The abbreviated impactor measurement (AIM) concept is a potential solution to the labor-intensive full-resolution cascade impactor (CI) methodology for inhaler aerosol aerodynamic particle size measurement. In this validation study, the effect of increasing the internal dead volume on determined mass fractions relating to aerodynamic particle size was explored with two abbreviated impactors both based on the Andersen nonviable cascade impactor (ACI) operating principle (Copley fast screening Andersen impactor [C-FSA] and Trudell fast screening Andersen impactor [T-FSA]). A pressurized metered dose inhaler-delivered aerosol producing liquid ethanol droplets after propellant evaporation was chosen to characterize these systems. Measures of extrafine, fine, and coarse particle mass fractions from the abbreviated systems were compared with corresponding data obtained by a full-resolution ACI. The use of liquid ethanol-sensitive filter paper provided insight by rendering locations visible where partly evaporated droplets were still present when the “droplet-producing” aerosol was sampled. Extrafine particle fractions based on impactor-sized mass were near equivalent in the range 48.6% to 54%, comparing either abbreviated system with the benchmark ACI-measured data. The fine particle fraction of the impactor-sized mass determined by the T-FSA (94.4 ± 1.7%) was greater than using the C-FSA (90.5 ± 1.4%) and almost identical with the ACI-measured value (95.3 ± 0.4%). The improved agreement between T-FSA and ACI is likely the result of increasing the dead space between the entry to the induction port and the uppermost impaction stage, compared with that for the C-FSA. This dead space is needed to provide comparable conditions for ethanol evaporation in the uppermost parts of these impactors.     

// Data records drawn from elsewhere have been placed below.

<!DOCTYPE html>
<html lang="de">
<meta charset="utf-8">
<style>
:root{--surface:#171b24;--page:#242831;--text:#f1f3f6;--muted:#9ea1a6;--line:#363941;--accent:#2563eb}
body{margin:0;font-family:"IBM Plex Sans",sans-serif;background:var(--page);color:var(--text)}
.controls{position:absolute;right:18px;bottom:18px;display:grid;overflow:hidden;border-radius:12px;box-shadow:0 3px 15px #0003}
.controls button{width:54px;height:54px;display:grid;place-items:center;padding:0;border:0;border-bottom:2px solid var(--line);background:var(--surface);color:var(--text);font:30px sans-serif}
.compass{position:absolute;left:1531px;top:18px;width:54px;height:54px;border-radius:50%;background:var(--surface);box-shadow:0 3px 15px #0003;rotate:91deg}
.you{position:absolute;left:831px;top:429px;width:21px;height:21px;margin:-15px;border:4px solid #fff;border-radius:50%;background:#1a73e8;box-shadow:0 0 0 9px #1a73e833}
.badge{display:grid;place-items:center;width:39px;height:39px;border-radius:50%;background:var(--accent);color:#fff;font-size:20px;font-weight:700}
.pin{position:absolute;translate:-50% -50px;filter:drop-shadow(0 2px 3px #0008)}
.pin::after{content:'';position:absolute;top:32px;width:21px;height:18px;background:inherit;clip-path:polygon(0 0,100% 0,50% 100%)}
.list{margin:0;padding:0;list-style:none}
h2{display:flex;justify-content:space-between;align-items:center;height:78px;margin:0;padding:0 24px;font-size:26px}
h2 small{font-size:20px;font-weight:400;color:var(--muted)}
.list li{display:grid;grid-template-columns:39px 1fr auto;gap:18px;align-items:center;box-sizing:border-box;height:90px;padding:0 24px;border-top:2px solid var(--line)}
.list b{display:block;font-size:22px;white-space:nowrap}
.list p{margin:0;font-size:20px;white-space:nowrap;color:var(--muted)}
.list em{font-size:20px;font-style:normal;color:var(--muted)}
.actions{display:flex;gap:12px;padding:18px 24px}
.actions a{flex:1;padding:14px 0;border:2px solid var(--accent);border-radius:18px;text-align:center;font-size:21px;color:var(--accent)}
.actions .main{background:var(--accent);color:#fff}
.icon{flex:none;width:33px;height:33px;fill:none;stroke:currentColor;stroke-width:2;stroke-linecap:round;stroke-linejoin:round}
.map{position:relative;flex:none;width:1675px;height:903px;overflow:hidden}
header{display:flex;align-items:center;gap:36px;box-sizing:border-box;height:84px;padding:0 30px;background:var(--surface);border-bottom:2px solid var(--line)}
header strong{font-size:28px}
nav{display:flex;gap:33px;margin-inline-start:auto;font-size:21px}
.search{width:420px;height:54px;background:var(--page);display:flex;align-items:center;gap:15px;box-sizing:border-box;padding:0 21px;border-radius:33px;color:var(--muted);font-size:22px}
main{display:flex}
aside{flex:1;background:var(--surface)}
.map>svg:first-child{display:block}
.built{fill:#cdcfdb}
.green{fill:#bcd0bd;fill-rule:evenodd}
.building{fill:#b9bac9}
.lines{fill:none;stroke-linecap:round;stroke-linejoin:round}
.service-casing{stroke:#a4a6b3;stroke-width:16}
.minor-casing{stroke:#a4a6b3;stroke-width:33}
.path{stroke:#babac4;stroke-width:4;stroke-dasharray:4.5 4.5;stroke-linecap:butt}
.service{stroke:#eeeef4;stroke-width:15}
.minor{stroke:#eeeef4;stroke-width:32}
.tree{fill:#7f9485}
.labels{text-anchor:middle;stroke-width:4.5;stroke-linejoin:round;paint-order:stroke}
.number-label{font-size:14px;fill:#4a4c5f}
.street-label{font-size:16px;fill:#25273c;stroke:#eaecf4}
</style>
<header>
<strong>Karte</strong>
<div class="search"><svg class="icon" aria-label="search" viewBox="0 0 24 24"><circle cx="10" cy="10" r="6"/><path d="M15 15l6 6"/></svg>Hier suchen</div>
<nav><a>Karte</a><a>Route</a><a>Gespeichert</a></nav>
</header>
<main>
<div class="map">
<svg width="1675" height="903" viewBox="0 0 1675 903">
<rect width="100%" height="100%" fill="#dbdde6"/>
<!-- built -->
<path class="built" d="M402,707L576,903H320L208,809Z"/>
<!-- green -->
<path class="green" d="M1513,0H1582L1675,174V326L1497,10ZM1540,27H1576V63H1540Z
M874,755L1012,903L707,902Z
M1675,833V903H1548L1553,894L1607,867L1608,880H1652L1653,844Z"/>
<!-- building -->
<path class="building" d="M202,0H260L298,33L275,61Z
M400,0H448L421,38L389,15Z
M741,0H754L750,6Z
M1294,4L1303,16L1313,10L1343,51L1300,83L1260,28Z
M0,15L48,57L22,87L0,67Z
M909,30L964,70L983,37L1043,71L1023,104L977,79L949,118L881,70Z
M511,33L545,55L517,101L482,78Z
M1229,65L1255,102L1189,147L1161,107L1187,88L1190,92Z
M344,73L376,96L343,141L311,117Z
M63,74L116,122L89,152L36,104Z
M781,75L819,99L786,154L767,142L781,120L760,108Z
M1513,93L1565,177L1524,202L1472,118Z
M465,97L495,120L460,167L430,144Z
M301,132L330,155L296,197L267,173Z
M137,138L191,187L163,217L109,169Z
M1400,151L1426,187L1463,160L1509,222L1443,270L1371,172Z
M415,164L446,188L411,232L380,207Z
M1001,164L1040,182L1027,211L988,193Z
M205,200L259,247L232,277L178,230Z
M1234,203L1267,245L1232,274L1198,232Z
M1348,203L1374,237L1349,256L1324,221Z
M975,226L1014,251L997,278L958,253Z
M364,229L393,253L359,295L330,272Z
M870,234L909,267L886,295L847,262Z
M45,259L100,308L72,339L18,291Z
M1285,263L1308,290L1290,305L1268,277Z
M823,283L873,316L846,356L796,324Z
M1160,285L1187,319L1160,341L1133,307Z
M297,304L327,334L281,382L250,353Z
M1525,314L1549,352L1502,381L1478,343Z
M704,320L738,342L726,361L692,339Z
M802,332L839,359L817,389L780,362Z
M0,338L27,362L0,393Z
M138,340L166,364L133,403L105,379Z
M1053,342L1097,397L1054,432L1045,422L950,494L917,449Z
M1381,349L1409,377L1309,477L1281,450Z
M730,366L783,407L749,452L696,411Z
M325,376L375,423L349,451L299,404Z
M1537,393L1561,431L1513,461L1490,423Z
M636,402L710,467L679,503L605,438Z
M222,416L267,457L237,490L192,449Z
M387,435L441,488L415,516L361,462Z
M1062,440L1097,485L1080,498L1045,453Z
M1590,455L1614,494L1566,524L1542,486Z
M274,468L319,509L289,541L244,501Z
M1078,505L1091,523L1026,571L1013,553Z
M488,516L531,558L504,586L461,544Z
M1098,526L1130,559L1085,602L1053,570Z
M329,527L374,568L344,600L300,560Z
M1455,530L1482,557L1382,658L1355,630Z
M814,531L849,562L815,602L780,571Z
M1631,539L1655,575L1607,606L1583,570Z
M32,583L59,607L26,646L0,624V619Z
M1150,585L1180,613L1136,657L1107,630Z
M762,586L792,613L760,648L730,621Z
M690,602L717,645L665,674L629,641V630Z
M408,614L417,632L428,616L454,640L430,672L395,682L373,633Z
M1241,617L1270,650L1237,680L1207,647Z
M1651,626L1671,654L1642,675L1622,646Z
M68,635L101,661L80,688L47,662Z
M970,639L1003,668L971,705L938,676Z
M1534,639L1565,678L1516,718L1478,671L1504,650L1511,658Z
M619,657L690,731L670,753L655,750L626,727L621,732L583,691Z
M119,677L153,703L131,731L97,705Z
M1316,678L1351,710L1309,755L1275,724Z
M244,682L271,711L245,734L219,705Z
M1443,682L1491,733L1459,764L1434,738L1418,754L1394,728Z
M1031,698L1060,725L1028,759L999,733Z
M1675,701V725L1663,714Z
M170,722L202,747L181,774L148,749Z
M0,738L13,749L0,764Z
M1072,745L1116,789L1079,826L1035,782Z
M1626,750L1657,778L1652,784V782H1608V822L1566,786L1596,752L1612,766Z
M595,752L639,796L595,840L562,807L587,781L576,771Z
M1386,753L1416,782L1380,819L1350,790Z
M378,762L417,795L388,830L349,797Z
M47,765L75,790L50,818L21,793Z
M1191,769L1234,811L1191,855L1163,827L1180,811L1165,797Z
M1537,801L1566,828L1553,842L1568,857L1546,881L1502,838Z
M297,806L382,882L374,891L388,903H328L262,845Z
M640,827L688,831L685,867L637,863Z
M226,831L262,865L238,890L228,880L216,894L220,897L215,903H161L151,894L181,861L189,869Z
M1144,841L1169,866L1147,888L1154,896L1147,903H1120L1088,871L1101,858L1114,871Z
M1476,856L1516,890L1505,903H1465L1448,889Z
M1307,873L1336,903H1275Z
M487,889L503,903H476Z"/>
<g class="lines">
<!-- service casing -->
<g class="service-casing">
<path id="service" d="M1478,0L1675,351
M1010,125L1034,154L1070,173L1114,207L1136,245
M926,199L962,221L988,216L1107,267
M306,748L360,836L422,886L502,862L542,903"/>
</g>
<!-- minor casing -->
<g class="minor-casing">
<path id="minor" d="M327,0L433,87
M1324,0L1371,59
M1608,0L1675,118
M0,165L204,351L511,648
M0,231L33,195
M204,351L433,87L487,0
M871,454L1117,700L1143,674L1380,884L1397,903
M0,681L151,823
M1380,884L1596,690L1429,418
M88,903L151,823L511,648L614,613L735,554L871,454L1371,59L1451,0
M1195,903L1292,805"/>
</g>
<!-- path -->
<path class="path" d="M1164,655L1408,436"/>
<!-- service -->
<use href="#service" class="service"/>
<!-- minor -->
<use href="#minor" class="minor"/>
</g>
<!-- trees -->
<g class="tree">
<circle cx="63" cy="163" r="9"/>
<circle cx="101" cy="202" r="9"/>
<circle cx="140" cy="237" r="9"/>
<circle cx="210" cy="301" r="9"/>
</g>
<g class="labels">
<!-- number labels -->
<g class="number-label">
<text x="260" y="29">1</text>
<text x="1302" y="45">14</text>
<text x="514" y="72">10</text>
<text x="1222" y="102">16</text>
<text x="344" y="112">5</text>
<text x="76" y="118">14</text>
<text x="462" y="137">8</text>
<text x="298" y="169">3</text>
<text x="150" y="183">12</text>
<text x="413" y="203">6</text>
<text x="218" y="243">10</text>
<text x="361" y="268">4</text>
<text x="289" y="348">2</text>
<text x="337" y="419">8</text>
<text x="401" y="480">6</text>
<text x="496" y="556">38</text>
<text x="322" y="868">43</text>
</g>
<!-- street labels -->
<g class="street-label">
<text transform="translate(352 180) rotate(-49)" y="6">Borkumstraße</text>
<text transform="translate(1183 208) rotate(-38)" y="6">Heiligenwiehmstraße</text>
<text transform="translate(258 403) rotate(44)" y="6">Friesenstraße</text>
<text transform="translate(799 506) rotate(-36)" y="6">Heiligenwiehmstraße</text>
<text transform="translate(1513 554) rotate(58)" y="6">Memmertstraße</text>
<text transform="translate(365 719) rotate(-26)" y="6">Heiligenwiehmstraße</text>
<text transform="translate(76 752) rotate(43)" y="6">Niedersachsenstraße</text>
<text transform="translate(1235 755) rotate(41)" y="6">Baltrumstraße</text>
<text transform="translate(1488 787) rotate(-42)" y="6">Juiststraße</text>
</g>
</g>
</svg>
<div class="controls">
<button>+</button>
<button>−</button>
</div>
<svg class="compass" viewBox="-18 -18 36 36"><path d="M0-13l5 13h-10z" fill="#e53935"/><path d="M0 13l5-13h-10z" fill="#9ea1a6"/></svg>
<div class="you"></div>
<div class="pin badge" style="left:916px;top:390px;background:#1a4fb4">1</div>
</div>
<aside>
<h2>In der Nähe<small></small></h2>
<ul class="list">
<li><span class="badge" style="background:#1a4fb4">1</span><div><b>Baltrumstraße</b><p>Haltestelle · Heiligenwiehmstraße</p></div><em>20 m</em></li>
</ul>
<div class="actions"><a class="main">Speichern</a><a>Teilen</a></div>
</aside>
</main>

The Abbreviated Impactor Measurement (AIM) Concept: Part 1—Influence of Particle Bounce and Re-Entrainment—Evaluation with a “Dry” Pressurized Metered Dose Inhaler (pMDI)-Based Formulation

The abbreviated impactor measurement concept is a potential improvement to the labor-intensive full-resolution cascade impactor methodology for inhaler aerosol aerodynamic particle size distribution (APSD) measurement by virtue of being simpler and therefore quicker to execute. At the same time, improved measurement precision should be possible by eliminating stages upon which little or no drug mass is collected. Although several designs of abbreviated impactor systems have been developed in recent years, experimental work is lacking to validate the technique with aerosols produced by currently available inhalers. In part 1 of this two-part article that focuses on aerosols produced by pressurized metered dose inhalers (pMDIs), the evaluation of two abbreviated impactor systems (Copley fast screening Andersen impactor and Trudell fast screening Andersen impactor), based on the full-resolution eight-stage Andersen nonviable cascade impactor (ACI) operating principle, is reported with a formulation producing dry particles. The purpose was to investigate the potential for non-ideal collection behavior associated with particle bounce in relation to internal losses to surfaces from which particles containing active pharmaceutical ingredient are not normally recovered. Both abbreviated impactors were found to be substantially equivalent to the full-resolution ACI in terms of extra-fine and fine particle and coarse mass fractions used as metrics to characterize the APSD of these pMDI-produced aerosols when sampled at 28.3 L/min, provided that precautions are taken to coat collection plates to minimize bounce and entrainment.